Work item —
Go through the records that follow and tally the lines with "Dike" in them; answer with the number alone.

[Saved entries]

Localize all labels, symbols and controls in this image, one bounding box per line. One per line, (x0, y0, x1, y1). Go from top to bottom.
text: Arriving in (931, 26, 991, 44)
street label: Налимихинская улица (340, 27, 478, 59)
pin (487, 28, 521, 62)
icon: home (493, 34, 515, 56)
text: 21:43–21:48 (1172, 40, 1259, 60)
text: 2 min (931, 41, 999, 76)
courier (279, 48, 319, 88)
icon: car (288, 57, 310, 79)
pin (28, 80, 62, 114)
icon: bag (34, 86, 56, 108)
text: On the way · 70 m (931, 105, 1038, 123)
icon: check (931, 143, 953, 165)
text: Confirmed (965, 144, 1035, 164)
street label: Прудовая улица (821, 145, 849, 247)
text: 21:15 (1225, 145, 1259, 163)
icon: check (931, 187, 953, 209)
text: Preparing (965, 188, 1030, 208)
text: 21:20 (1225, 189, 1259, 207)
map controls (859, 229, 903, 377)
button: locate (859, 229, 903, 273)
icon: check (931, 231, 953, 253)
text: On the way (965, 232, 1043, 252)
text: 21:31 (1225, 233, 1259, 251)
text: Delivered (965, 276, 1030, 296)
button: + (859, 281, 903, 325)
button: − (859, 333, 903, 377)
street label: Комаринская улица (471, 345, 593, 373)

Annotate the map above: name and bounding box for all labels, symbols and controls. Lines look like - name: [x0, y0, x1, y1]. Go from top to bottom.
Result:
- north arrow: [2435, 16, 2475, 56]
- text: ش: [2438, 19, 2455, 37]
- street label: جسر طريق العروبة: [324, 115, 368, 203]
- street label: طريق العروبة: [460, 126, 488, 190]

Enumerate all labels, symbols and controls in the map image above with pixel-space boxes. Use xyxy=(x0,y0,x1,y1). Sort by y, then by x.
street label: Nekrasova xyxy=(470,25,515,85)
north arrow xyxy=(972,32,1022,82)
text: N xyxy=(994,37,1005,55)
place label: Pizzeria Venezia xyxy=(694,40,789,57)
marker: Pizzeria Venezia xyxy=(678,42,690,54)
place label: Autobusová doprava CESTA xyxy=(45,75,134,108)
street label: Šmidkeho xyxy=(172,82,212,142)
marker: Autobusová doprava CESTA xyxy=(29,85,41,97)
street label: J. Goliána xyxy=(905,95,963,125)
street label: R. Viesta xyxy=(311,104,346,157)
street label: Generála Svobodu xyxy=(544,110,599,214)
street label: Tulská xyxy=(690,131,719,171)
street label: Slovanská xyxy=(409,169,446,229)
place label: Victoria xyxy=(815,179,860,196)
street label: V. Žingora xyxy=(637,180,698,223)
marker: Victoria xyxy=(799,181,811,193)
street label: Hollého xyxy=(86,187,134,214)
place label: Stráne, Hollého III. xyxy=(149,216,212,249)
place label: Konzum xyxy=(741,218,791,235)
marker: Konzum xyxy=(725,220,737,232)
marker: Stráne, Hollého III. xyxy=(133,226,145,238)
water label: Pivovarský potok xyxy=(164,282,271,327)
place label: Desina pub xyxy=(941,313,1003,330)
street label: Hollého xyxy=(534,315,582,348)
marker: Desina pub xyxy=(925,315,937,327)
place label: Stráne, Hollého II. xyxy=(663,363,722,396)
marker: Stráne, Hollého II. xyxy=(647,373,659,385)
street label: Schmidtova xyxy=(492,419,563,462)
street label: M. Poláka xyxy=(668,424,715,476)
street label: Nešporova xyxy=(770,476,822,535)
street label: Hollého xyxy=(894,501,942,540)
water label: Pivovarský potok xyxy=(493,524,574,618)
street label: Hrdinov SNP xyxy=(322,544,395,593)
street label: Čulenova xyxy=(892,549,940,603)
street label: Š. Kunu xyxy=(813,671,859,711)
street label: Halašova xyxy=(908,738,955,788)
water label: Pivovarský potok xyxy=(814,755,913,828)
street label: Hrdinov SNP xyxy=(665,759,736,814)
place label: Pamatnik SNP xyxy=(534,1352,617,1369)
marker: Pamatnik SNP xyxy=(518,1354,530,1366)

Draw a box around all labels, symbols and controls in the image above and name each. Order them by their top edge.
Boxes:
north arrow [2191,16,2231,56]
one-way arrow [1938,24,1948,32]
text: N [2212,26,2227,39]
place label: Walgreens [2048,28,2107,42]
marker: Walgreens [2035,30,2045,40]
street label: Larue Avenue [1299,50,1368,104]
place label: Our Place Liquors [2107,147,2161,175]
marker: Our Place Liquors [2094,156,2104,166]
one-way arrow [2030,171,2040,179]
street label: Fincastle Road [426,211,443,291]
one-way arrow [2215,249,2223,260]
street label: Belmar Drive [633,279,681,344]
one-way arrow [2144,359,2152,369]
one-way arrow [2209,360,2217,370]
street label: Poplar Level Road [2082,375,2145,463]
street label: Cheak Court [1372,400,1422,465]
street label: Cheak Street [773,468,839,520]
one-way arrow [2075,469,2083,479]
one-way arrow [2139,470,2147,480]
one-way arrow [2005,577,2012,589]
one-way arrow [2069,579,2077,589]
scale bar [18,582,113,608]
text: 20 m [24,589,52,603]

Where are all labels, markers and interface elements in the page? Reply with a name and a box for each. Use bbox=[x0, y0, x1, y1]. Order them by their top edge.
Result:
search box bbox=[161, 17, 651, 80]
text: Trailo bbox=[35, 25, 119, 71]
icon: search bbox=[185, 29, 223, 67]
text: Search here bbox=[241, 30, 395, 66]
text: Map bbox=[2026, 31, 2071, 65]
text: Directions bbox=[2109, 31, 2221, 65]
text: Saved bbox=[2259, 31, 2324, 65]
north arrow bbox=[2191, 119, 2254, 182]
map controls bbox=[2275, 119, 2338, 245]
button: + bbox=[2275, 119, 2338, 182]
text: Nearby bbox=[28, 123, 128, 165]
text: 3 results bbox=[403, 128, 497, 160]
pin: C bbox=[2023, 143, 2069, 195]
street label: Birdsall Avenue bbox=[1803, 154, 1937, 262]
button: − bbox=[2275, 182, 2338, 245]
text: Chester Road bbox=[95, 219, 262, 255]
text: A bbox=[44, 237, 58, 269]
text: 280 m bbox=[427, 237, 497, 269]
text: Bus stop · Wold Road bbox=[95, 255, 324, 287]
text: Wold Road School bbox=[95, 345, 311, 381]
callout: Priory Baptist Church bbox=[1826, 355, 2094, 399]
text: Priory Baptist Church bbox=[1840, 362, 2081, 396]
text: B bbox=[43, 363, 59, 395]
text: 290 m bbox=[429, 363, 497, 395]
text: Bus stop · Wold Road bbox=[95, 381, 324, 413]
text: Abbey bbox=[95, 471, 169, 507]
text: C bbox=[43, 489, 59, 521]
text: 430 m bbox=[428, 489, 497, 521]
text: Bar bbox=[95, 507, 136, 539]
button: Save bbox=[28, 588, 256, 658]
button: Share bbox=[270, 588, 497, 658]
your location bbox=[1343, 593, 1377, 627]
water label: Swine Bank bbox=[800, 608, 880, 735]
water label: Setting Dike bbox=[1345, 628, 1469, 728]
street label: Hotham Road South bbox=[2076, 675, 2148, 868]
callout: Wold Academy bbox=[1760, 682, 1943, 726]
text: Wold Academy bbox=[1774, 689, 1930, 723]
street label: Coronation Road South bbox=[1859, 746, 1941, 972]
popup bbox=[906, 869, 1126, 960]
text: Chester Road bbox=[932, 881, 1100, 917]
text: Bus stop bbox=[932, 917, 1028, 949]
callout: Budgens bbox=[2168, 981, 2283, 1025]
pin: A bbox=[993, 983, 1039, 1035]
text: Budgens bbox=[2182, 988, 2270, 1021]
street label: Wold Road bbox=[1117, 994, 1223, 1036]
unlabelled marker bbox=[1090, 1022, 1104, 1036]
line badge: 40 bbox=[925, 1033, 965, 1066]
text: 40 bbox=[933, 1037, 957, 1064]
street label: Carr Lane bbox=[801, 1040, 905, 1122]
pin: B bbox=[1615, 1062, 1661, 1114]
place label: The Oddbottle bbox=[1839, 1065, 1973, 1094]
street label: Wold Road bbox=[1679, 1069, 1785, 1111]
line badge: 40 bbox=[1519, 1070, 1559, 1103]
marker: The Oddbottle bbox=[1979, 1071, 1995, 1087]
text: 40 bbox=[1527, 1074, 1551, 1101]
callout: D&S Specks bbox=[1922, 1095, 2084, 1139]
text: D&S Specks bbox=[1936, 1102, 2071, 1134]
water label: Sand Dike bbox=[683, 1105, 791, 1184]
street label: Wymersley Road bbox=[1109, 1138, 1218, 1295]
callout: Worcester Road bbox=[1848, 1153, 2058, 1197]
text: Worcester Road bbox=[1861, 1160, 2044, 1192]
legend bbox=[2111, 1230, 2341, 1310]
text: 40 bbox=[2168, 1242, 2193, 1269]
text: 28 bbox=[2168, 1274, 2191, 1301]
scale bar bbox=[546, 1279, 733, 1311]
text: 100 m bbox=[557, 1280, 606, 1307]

Response to the task —
2